Problem requirements:
Without the pictures, set down every record below exactly as it reads.

+-------+

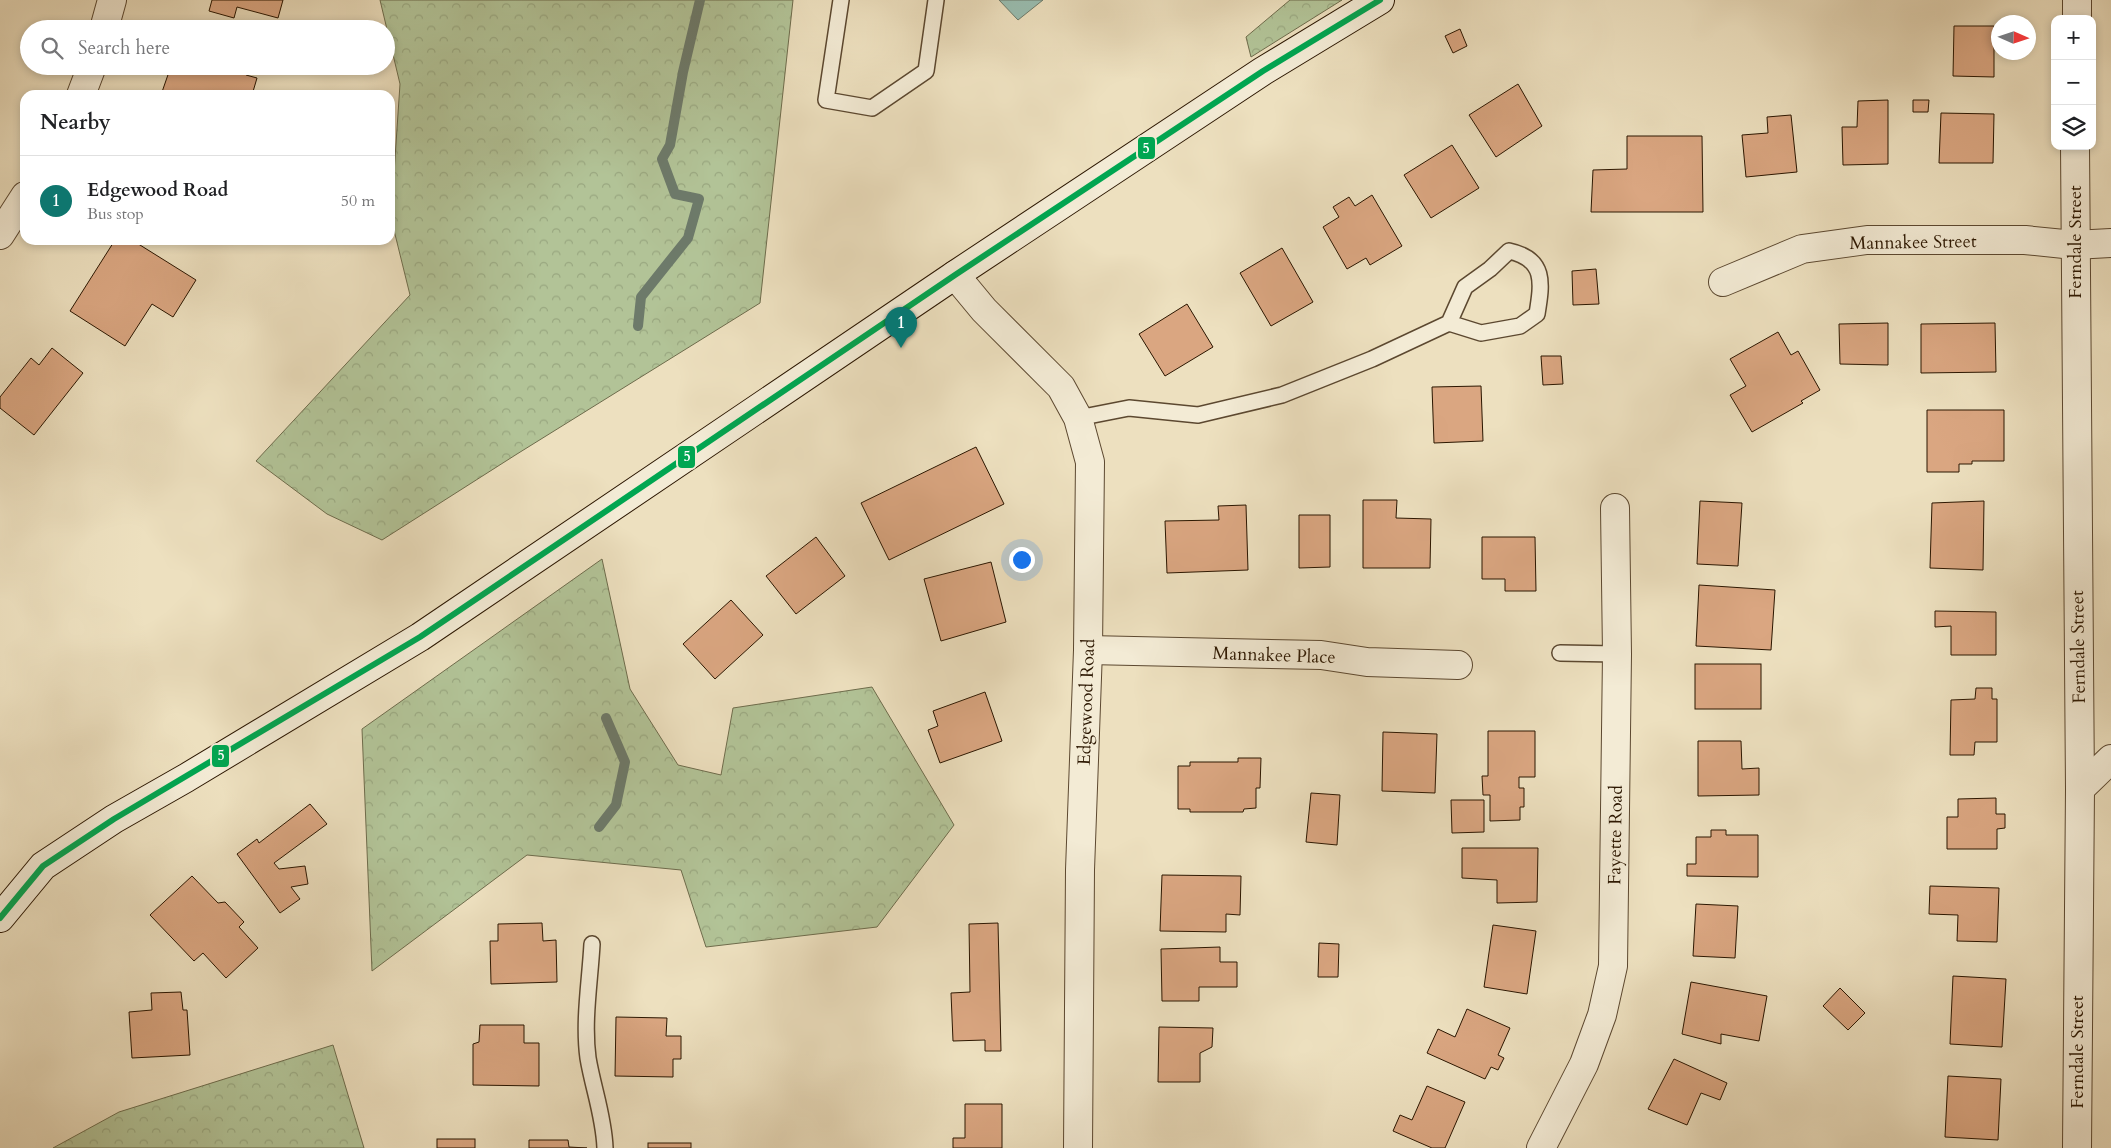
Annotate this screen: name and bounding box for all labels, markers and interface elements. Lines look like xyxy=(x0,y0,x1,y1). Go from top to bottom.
north arrow xyxy=(1991,15,2036,60)
map controls xyxy=(2051,15,2096,150)
button: + xyxy=(2051,15,2096,60)
search box xyxy=(20,20,395,75)
icon: search xyxy=(38,34,66,62)
text: Search here xyxy=(78,35,170,61)
button: − xyxy=(2051,60,2096,105)
button: layers xyxy=(2051,105,2096,150)
text: Nearby xyxy=(40,108,111,137)
line badge: 5 xyxy=(1137,136,1156,160)
text: 5 xyxy=(1142,139,1150,158)
text: Edgewood Road xyxy=(87,177,228,203)
street label: Ferndale Street xyxy=(2063,185,2088,299)
text: 1 xyxy=(52,190,60,212)
text: 50 m xyxy=(341,190,375,212)
text: Bus stop xyxy=(87,203,144,225)
street label: Mannakee Street xyxy=(1849,229,1977,256)
pin: 1 xyxy=(885,307,917,348)
line badge: 5 xyxy=(677,445,696,469)
text: 5 xyxy=(683,447,691,466)
your location xyxy=(1009,547,1035,573)
street label: Ferndale Street xyxy=(2065,590,2092,704)
street label: Edgewood Road xyxy=(1072,638,1101,766)
street label: Mannakee Place xyxy=(1212,641,1336,670)
line badge: 5 xyxy=(211,744,230,768)
text: 5 xyxy=(217,746,225,765)
street label: Fayette Road xyxy=(1602,785,1629,885)
street label: Ferndale Street xyxy=(2065,995,2090,1109)

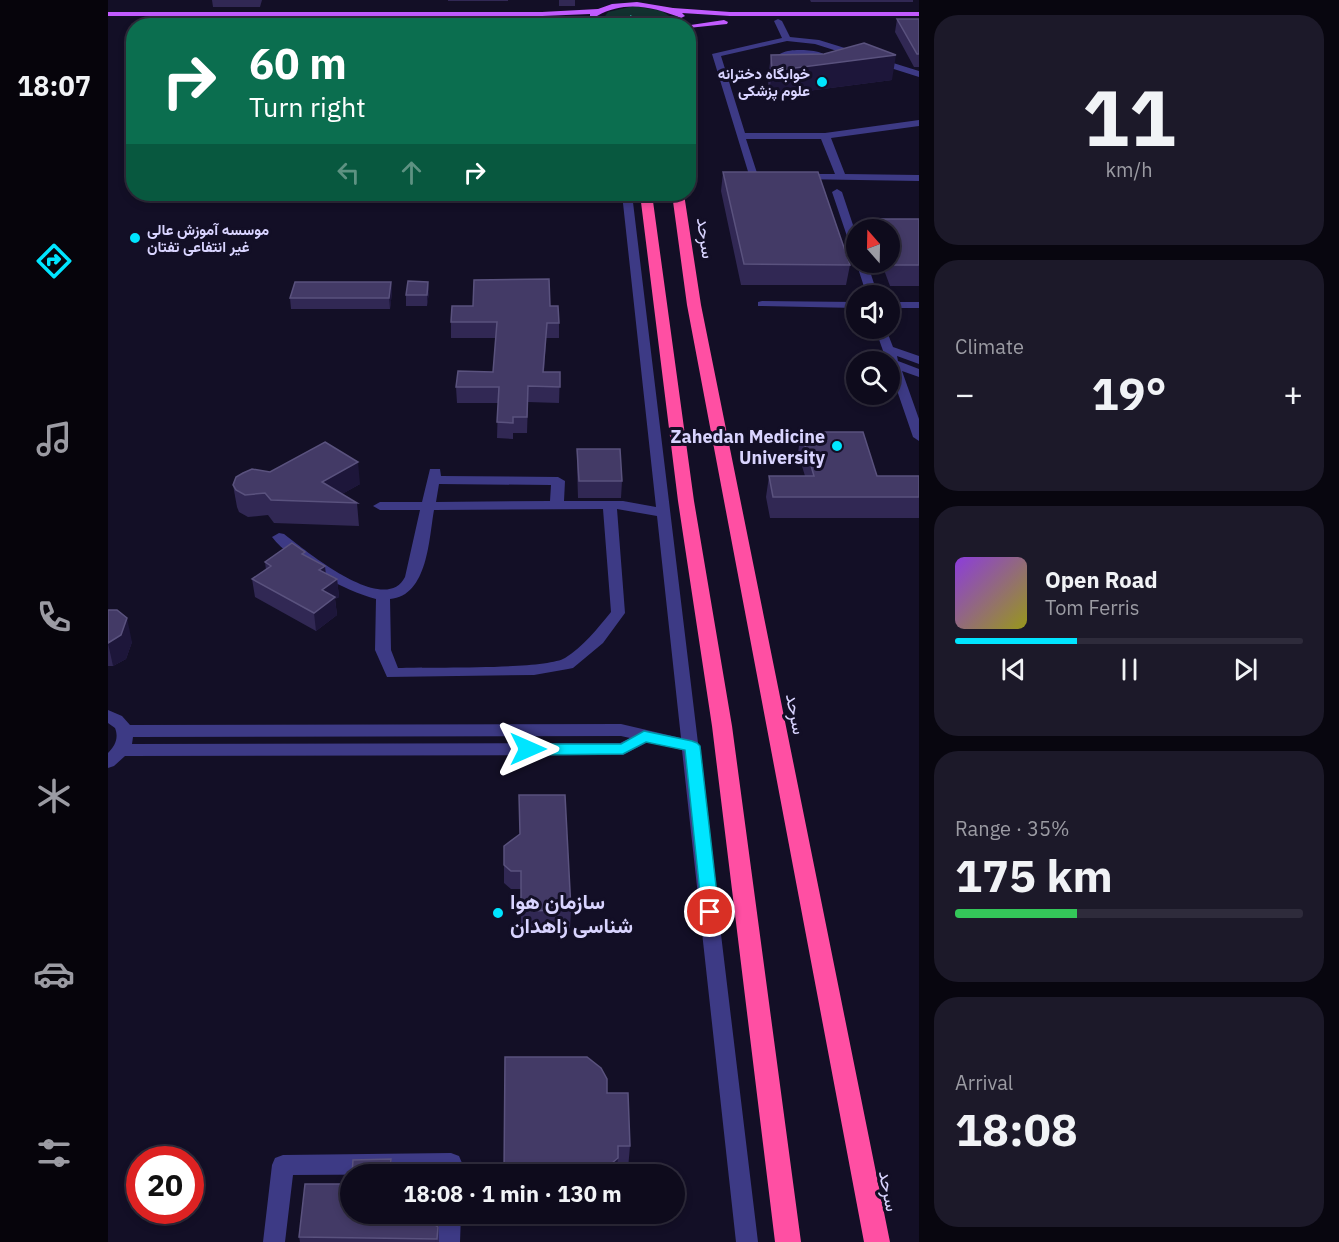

+-------+

Your solution:
Annotate this screen: name and bounding box for all labels, markers and interface elements. Lines look like xyxy=(x0,y0,x1,y1). Go from top to bottom.
north arrow xyxy=(1991,15,2036,60)
map controls xyxy=(2051,15,2096,150)
button: + xyxy=(2051,15,2096,60)
search box xyxy=(20,20,395,75)
icon: search xyxy=(38,34,66,62)
text: Search here xyxy=(78,35,170,61)
button: − xyxy=(2051,60,2096,105)
button: layers xyxy=(2051,105,2096,150)
text: Nearby xyxy=(40,108,111,137)
line badge: 5 xyxy=(1137,136,1156,160)
text: 5 xyxy=(1142,139,1150,158)
text: Edgewood Road xyxy=(87,177,228,203)
street label: Ferndale Street xyxy=(2063,185,2088,299)
text: 1 xyxy=(52,190,60,212)
text: 50 m xyxy=(341,190,375,212)
text: Bus stop xyxy=(87,203,144,225)
street label: Mannakee Street xyxy=(1849,229,1977,256)
pin: 1 xyxy=(885,307,917,348)
line badge: 5 xyxy=(677,445,696,469)
text: 5 xyxy=(683,447,691,466)
your location xyxy=(1009,547,1035,573)
street label: Ferndale Street xyxy=(2065,590,2092,704)
street label: Edgewood Road xyxy=(1072,638,1101,766)
street label: Mannakee Place xyxy=(1212,641,1336,670)
line badge: 5 xyxy=(211,744,230,768)
text: 5 xyxy=(217,746,225,765)
street label: Fayette Road xyxy=(1602,785,1629,885)
street label: Ferndale Street xyxy=(2065,995,2090,1109)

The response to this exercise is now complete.